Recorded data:
"""

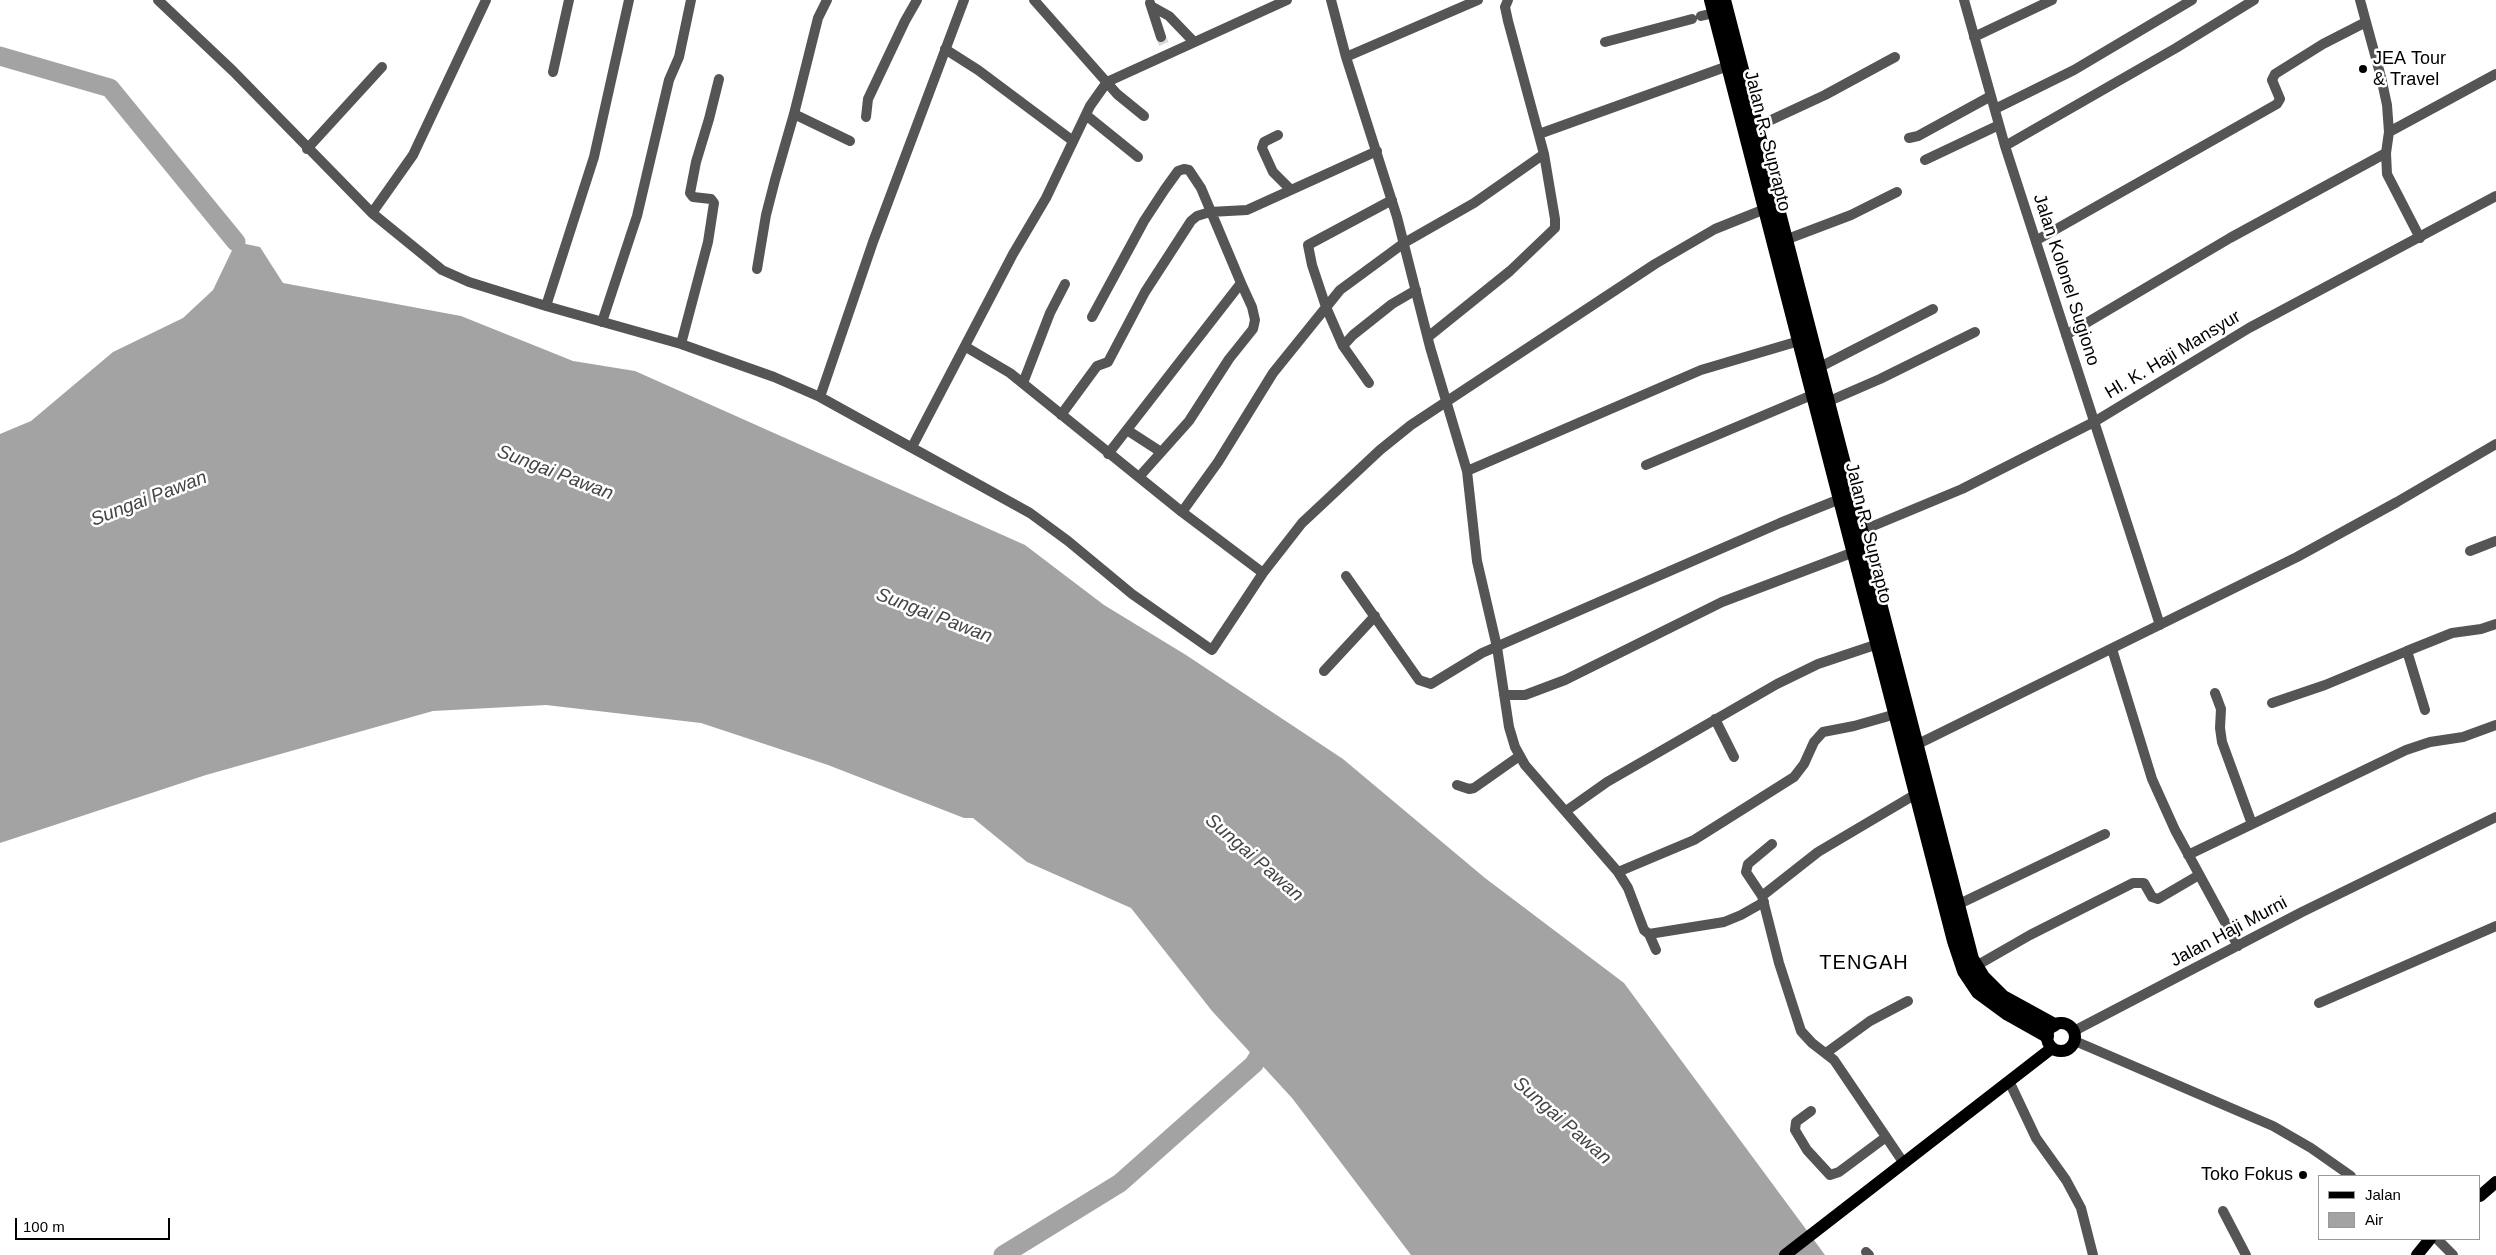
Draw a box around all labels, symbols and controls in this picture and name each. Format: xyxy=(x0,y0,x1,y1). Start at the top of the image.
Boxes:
place label: JEA Tour & Travel xyxy=(2373,48,2446,90)
marker: JEA Tour & Travel xyxy=(2357,63,2369,75)
street label: Jalan R. Suprapto xyxy=(1739,68,1795,214)
street label: Jalan Kolonel Sugiono xyxy=(2028,191,2104,369)
street label: Hl. K. Haji Mansyur xyxy=(2101,306,2245,404)
water label: Sungai Pawan xyxy=(494,440,616,506)
street label: Jalan R. Suprapto xyxy=(1840,460,1896,606)
water label: Sungai Pawan xyxy=(88,466,210,532)
water label: Sungai Pawan xyxy=(873,583,995,649)
water label: Sungai Pawan xyxy=(1200,809,1308,907)
street label: Jalan Haji Murni xyxy=(2167,892,2291,972)
district label: TENGAH xyxy=(1819,951,1909,975)
water label: Sungai Pawan xyxy=(1508,1072,1616,1170)
place label: Toko Fokus xyxy=(2201,1164,2293,1186)
marker: Toko Fokus xyxy=(2297,1169,2309,1181)
legend xyxy=(2318,1175,2481,1240)
text: Jalan xyxy=(2365,1186,2401,1203)
scale bar xyxy=(18,1208,172,1240)
text: Air xyxy=(2365,1211,2383,1228)
text: 100 m xyxy=(23,1218,65,1235)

"""

#### [EXERCISE DESCRIPTION]
Copy every record exactly as written, leaving out the pictures.

#### [ANSWER SECTION]
Draw a box around all labels, symbols and controls in this picture and name each. Format: xyxy=(x0,y0,x1,y1). Start at the top of the image.
Boxes:
place label: JEA Tour & Travel xyxy=(2373,48,2446,90)
marker: JEA Tour & Travel xyxy=(2357,63,2369,75)
street label: Jalan R. Suprapto xyxy=(1739,68,1795,214)
street label: Jalan Kolonel Sugiono xyxy=(2028,191,2104,369)
street label: Hl. K. Haji Mansyur xyxy=(2101,306,2245,404)
water label: Sungai Pawan xyxy=(494,440,616,506)
street label: Jalan R. Suprapto xyxy=(1840,460,1896,606)
water label: Sungai Pawan xyxy=(88,466,210,532)
water label: Sungai Pawan xyxy=(873,583,995,649)
water label: Sungai Pawan xyxy=(1200,809,1308,907)
street label: Jalan Haji Murni xyxy=(2167,892,2291,972)
district label: TENGAH xyxy=(1819,951,1909,975)
water label: Sungai Pawan xyxy=(1508,1072,1616,1170)
place label: Toko Fokus xyxy=(2201,1164,2293,1186)
marker: Toko Fokus xyxy=(2297,1169,2309,1181)
legend xyxy=(2318,1175,2481,1240)
text: Jalan xyxy=(2365,1186,2401,1203)
scale bar xyxy=(18,1208,172,1240)
text: Air xyxy=(2365,1211,2383,1228)
text: 100 m xyxy=(23,1218,65,1235)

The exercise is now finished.